On the afternoon when I saw the mailbox being filled with school papers, it was pouring rain in Nablus, the historic city that was established by the Canaanites and targeted by many rulers and armies. To protect myself, I entered the historical Humoz Café at whose entrance the box is found. This same café used to be a meeting point for the British forces that occupied it to turn it into a base for its military musical band, with officers from different ranks that governed the troops in the city. From this very place, officers, soldiers, and other people used to send and receive letters through the box that was only a few steps away from their seats. Even though the café has been modernized, the smell of these old letters lingers, and just across the street is the archive room of the library building.

Mr. Bean 2

In the archive room, I found Dr. Ameen Abu Baker, a professor of modern history specialized in the era of late Ottoman rule and the British Mandate. He was wandering among old letters and telegrams that had arrived in Palestine at that time, many decades ago. Dr. Abu Baker greeted me as I entered the archive room, and he happened to be carrying a telegram sent by Saad Zaghlol, the historical Egyptian figure and leader of the 1919 revolution in Egypt, to the city of Nablus on July 17, 1927. The letter was sent after an earthquake in the city, and he promised to donate 100 Egyptian pounds to relieve the afflicted population. That telegram, along with many other letters, had been delivered through the British mailboxes as an expression of regional and local support to the city after the historic earthquake.
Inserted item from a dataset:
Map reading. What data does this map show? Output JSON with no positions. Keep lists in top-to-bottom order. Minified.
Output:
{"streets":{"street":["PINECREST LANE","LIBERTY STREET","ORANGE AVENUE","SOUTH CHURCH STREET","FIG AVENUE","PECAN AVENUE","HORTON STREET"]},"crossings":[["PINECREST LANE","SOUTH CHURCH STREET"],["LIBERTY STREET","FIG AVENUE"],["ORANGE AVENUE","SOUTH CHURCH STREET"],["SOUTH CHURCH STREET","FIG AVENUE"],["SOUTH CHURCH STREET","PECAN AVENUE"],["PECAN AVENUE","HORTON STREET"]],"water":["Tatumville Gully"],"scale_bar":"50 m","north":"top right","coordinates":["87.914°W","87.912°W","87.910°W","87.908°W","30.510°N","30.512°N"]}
The Anglo-American Committee of Inquiry’s 1945 report on the number of letters carried in the period from 1924 to 1944 indicates that Palestinians sent and received 10,626,000 letters per year; the number increased to 46,326,400 letters in the year 1944!

On that day, Dr. Abu Baker told me much about the means of communication in that period, as narrated by the historian Joseph Walker. The ladies who work in the archives department contributed and spoke proudly of the rich history of the city. The first telegram arrived in Palestine in 1862; it was then called the Egyptian Telegraph. A year later, Jerusalem was connected to the telegraph, and according to Dr. Abu Baker, the Egyptian telegraph columns are still standing between Jerusalem and Jaffa to this day.

Photo 1

Palestinians were affected by the telegraph up to the most minute details of their lives. Telegrams opened up connections to the world and its trading circles. I had not been aware of this until Dr. Abu Baker presented me with statistics about the number of telegrams sent and received in Tulkarem on melon trading alone. I was astonished to learn that they had reached 100,000 telegrams by 1948.
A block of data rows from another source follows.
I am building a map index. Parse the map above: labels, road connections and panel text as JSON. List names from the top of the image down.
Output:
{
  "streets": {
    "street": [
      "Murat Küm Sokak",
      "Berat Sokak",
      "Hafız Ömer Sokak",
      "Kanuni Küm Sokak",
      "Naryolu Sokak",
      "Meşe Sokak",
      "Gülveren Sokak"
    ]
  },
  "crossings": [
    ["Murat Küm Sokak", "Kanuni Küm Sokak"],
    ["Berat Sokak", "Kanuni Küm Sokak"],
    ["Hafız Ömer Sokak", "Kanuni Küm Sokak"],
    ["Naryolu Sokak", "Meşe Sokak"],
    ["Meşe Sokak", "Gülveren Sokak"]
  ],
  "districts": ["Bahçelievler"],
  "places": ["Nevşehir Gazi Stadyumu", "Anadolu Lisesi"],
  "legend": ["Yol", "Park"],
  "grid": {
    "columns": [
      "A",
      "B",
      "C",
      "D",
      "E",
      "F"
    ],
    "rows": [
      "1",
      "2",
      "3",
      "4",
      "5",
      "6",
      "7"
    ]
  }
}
Receipt for a hundred Egyptian pounds donated by Sa’ed Zaghloul, after an earthquake hit Nablus in 1927.
Receipt for a hundred Egyptian pounds donated by Sa’ed Zaghloul, after an earthquake hit Nablus in 1927.
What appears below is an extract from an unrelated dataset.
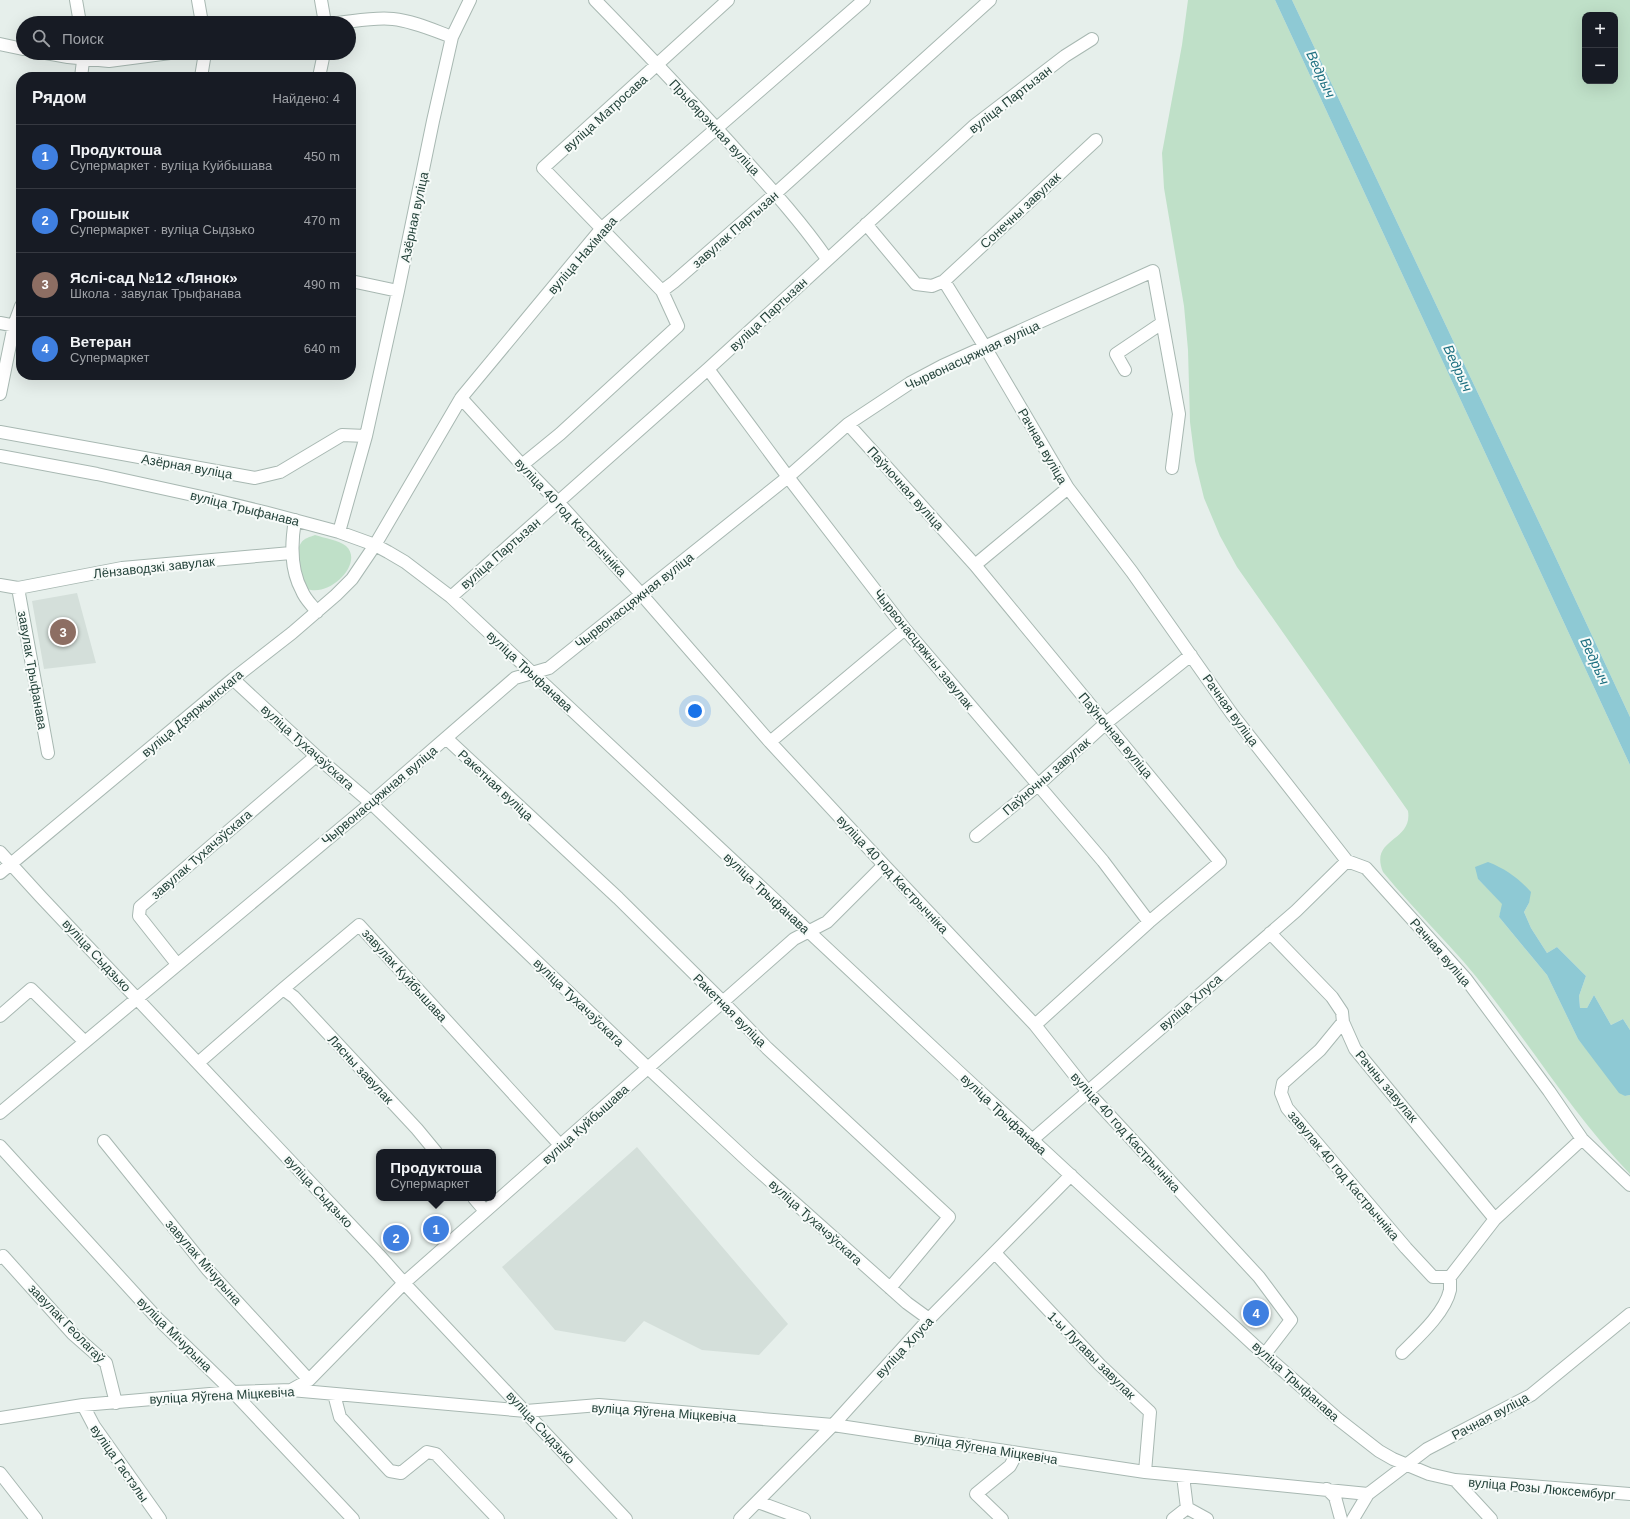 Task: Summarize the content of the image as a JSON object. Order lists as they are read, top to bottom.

Ottoman post offices had been located throughout historic Palestine, including in Nablus. It appears that in Palestine, the post and telecommunication sector was more developed than in other countries at the time. The telegraph service in Jaffa began in 1862. From Nablus, mail was transported to Jaffa in a special horse-drawn cart. It took six months to deliver the mail and receive a response from abroad. Afterwards, it was replaced by a train that reduced the response time from abroad to only two months. The situation stayed as such, according to Dr. Abu Baker, until telephone lines were established. The first telephone call between Palestine and the outside world took place in 1910 when the Ottoman Sultan talked to his administration in the City of Jerusalem.
Telephone service in Palestine is another interesting story. I had left the archive room and moved to the Qadri Touqan Library that is also located in the public library. Qadri Touqan was an Arab writer and intellectual. Later in life he became a politician who served as foreign minister to the Hashemite Kingdom of Jordan. He was born in Nablus in 1910, the same year in which the first international telephone communication with Jerusalem took place. His library and the room that hosts it were donated in their entirety to the municipality. It holds a unique treasure in the copy of a report prepared by the Anglo-American Committee of Inquiry on surveying Palestine (the Survey of Palestine is a three-volume survey of Mandatory Palestine that was prepared between December 1945 and March 1956, as evidence for the Anglo-American Committee of Inquiry). The report shows the development of the telecommunication sector in Palestine, with tables that monitored every phone call that was placed. The figures are stunning!

IMG_8633 copy

The sheer number of calls that were placed and letters posted made me wonder about the talks behind these calls – the regular calls and not the political and military calls made between Palestine and Britain. I trust that these latter calls paved the way for the current situation in Palestine and the continuation of the occupation. As a result, we lost the capacity to determine the fate of a letter that comes into or exits Palestine through the crossing points controlled nowadays by the Israeli authorities, the heirs of the British Forces’ legacy.
Three weeks earlier, Ilan Pappé, the famous Jewish historian had visited the city. He stopped opposite the mailbox but did not notice it. But as soon as he arrived in town, some of the city’s men showed him the archive room. He shook his head as he was leaving. I asked him about the Palestine Studies Program he administers at Exeter University in Britain and what researchers write about Palestine’s transition from the English to the Israeli occupation. Also present was Gabriel Poly, Pappé’s devoted student who specializes in this period as well. In front of a small audience, Pappé said that the acts of Britain cannot be isolated from the circle that served to create the state of Israel. At that moment, all these calls in the Anglo-American Inquiry Committee report rushed into my head. How many of these came from Britain? How many of the letters received here were behind what we live now?
After the last time I passed the mailbox, I asked Poly, “Is it true that the third (country) in which telecommunication between Britain and the outside world was established was Palestine?” Indeed, it came after Australia and South Africa. I sent him a recently published rigorous research study from the University of Glasgow referring to this piece of information.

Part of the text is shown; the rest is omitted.